What Can I Do to Lower My Risk for Dementia?

Exercise is one way to lower your risk for dementia.

Keeping your mind active, eating healthy brain foods, staying physically active, getting quality sleep and staying socially connected are all important to cognitive health — and potentially can help to lower your risk of dementia, including Alzheimer’s disease, the most common form. 

You should also quit smoking and reduce alcohol intake and manage chronic issues such as high cholesterol, high blood pressure and diabetes. 

Keep an Active Mind
While not yet scientifically proven, it is believed that staying mentally stimulated and intellectually engaged in meaningful activities may help improve your ability to think and remember, and generally benefit your overall brain health. Consider learning new skills and hobbies, playing games, volunteering and reading more. 

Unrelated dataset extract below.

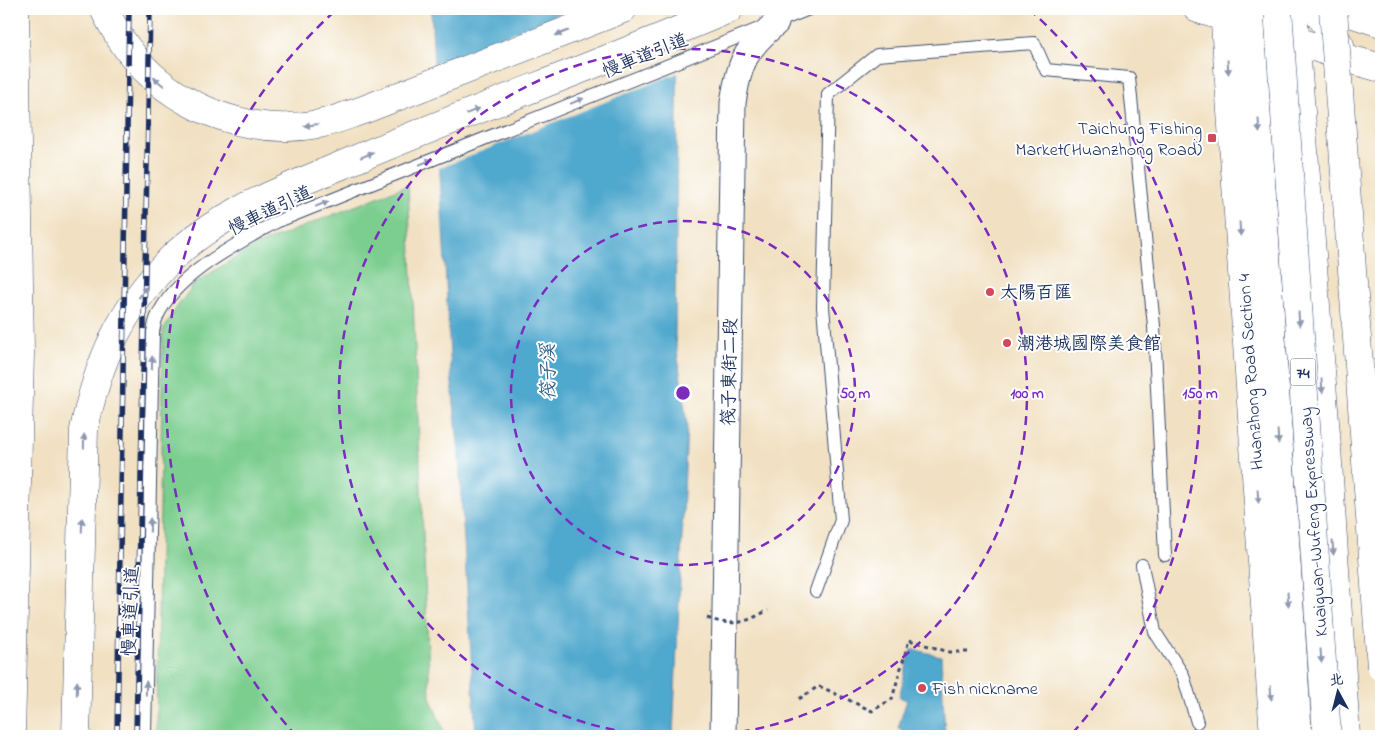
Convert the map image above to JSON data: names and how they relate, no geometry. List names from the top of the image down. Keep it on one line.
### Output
{"streets":{"main road":["Huanzhong Road Section 4","74","Kuaiguan-Wufeng Expressway"],"street":["筏子東街二段"],"lane":["慢車道引道"]},"crossings":[["慢車道引道","筏子東街二段"]],"one_way":["慢車道引道"],"water":["筏子溪"],"places":{"transit":["Taichung Fishing Market(Huanzhong Road)"],"other":["太陽百匯","潮港城國際美食館","Fish nickname"]},"north":"top","rings":["50 m","100 m","150 m"]}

These stimulating activities, the theory goes, help our brain adapt better to some mental functions, and ultimately help compensate for changes in our brain related to the aging process. Cognitive training therapy focused on reasoning, memory and processing speed has been shown to improve mental function in healthy adults 65 and older. However, claims that doing crosswords and playing online “brain games” to improve cognitive function have very limited supporting scientific evidence.

Eat Healthy
Healthy eating means consuming lots of fruits and vegetable, whole grains, lean meats and fish, and low- or non-fat dairy. Studies show that people who follow this Mediterranean-style diet, which is also rich in healthy oils, nuts, seeds and fiber, have a lower incidence of dementia. 

This is why scientists are testing a diet specifically developed for cognitive health called MIND, combining the Mediterranean diet and DASH diet (Dietary Approaches to Stop Hypertension). Early results suggest it helps reduce the risk of Alzheimer’s disease, though more research and testing is needed.  

Stay Active
Science is showing that continuing to stay physically active as we age is important and has a direct positive impact on our brain’s health and cognition. In particular, studies have found that exercising helps increase the size of one of the structures in our brain that is critical to memory and the ability to keep learning—by stimulating our brain’s capacity to maintain connections as well as make new ones.

Aerobic exercise — such as walking briskly, running, swimming and cycling — has also been found to have more impact than non-aerobic (anaerobic) exercises, such as toning, stretching and strength training. But don’t skip these types of exercise — they’re still necessary for our overall health.

Stay Socially Connected
Make a commitment to stay in touch with friends and family and participate in group programs and community activities. Though not yet scientifically proven to prevent dementia and Alzheimer’s, studies indicate that keeping your brain socially active helps you stay engaged with your world and can help combat loneliness, as well as potentially reduce the risk of cognitive impairment.